Encryption overhead: 1.49x. ChaCha20-Poly1305 costs 33% of transfer time. This is reasonable for a stream cipher doing authenticated encryption on every 512KB chunk.

Our earlier estimate of 2.2x was comparing across different test runs with different system load. The controlled benchmark shows the real cost is much lower.
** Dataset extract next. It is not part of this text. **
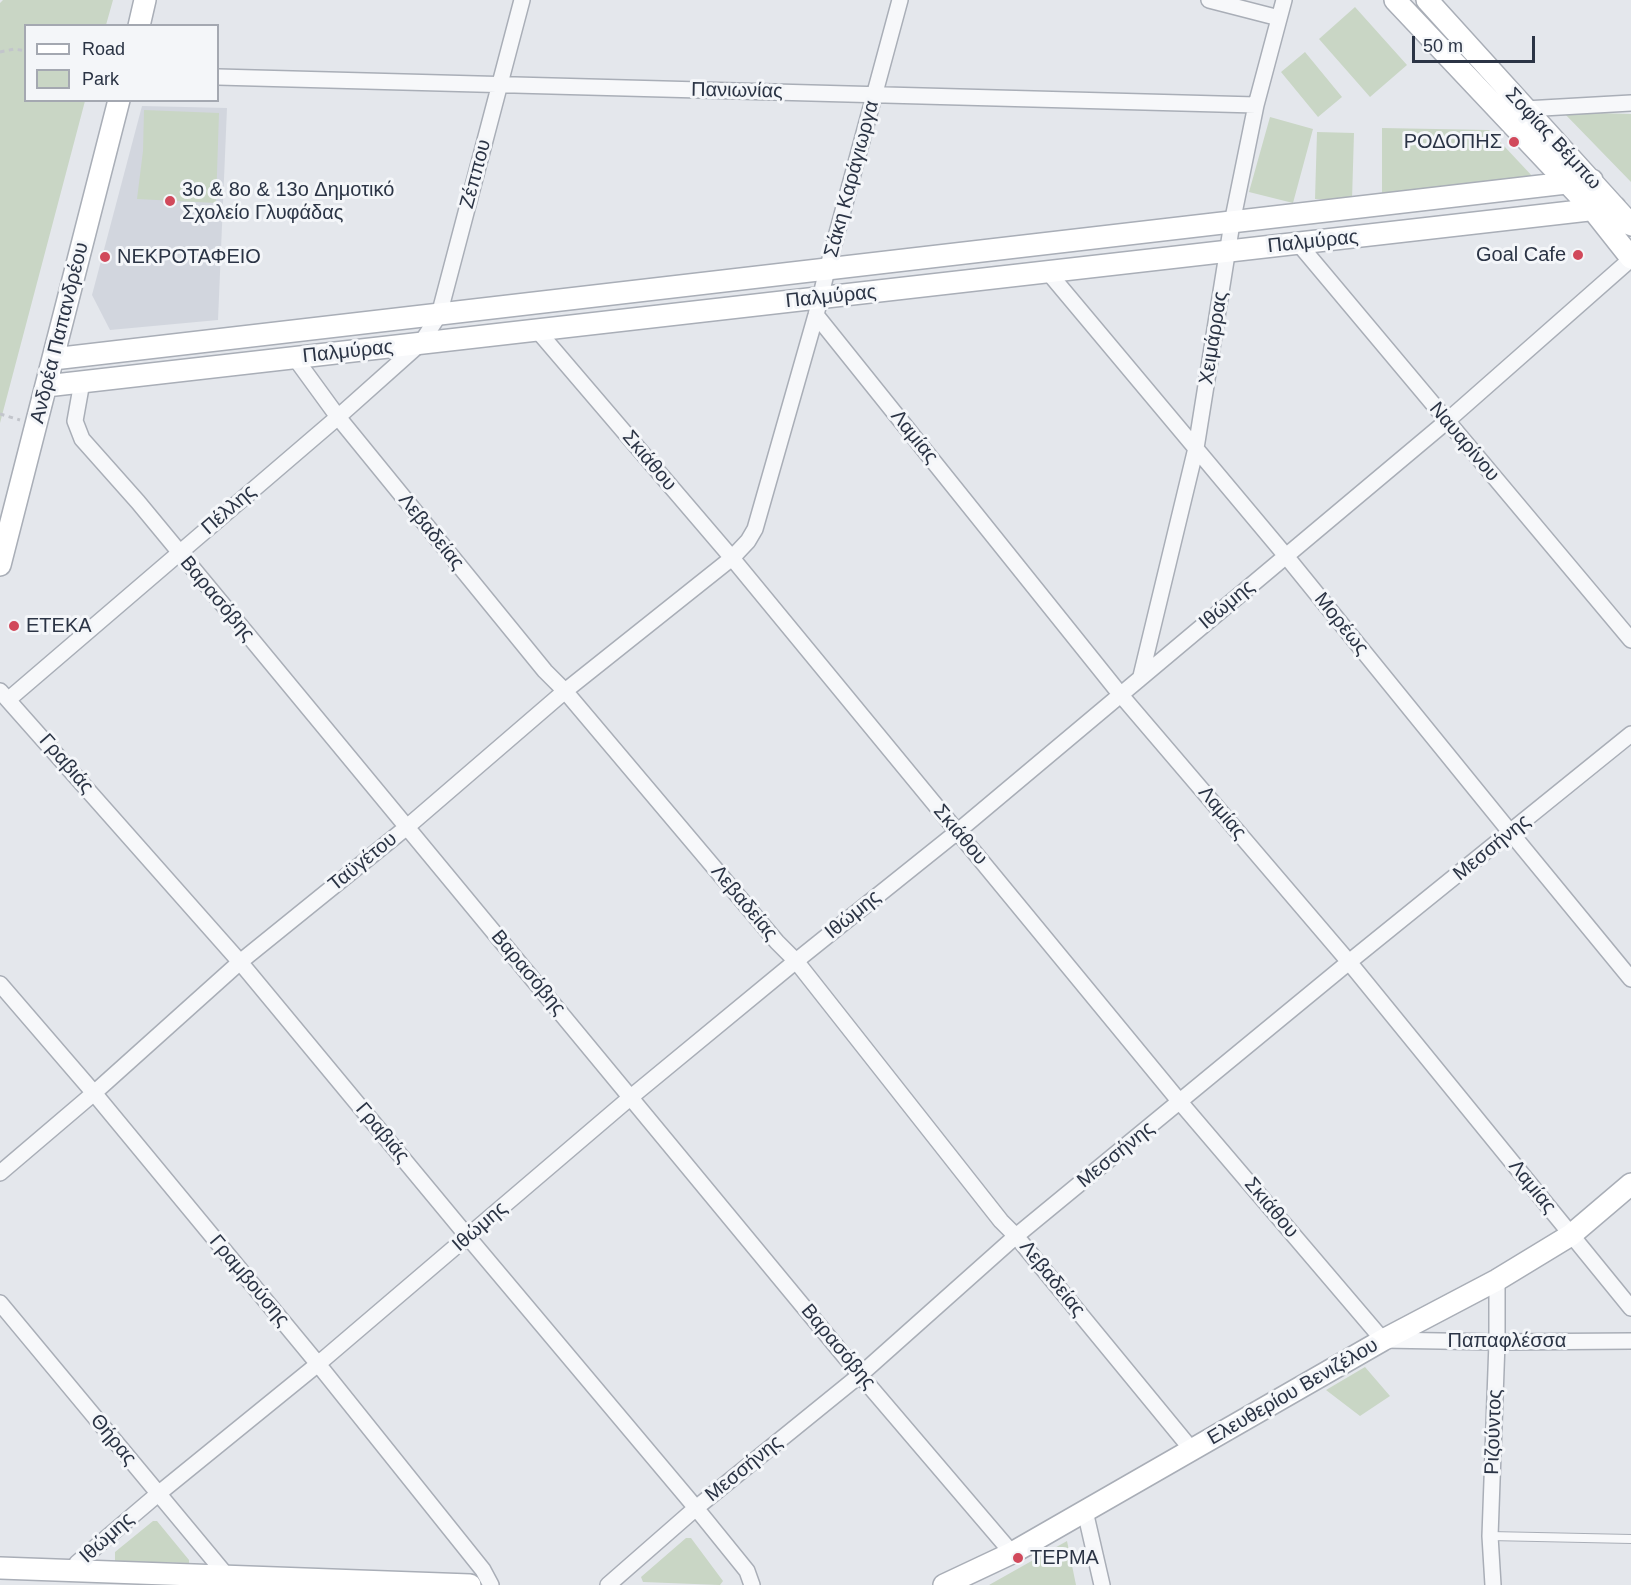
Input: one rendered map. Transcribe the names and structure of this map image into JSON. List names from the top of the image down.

The full overhead breakdown for FUSE end-to-end (231 MB/s):

Plain gRPC:     657 MB/s  (ceiling)
  -33% encryption
Encrypted gRPC: 441 MB/s
  -48% FUSE kernel overhead
FUSE E2E:       231 MB/s

The FUSE kernel overhead (48%) is nearly twice the encryption cost (33%). If we wanted to improve throughput, reducing FUSE transitions would have more impact than switching ciphers.

What We Learned

  1. Without isolating each layer, we would have optimized the wrong thing. The biggest win (async cache writes, 16% to 1.8%) was only visible when we measured cache write overhead independently.
  2. Caching the AEAD cipher and in-place decryption are tiny code changes with measurable impact. At 2000+ messages per second, every allocation counts.
  3. Structured logging frameworks are not free. On hot paths, even checking the log level has overhead. We saw 2-6% throughput gain from commenting out non-error logs.
  4. FUSE has an inherent 48% overhead. No amount of optimization in our code can fix kernel-to-userspace context switches. Knowing this prevents wasted effort.
  5. Server-streaming eliminates round-trip latency for prefetch. Request-response is still needed for random access where you need to specify offset and size.
  6. Our initial 2.2x encryption estimate was wrong -- it compared numbers from different runs. A controlled A/B benchmark (same test, same system, plain vs encrypted) showed the real cost is 1.49x. Always compare apples to apples.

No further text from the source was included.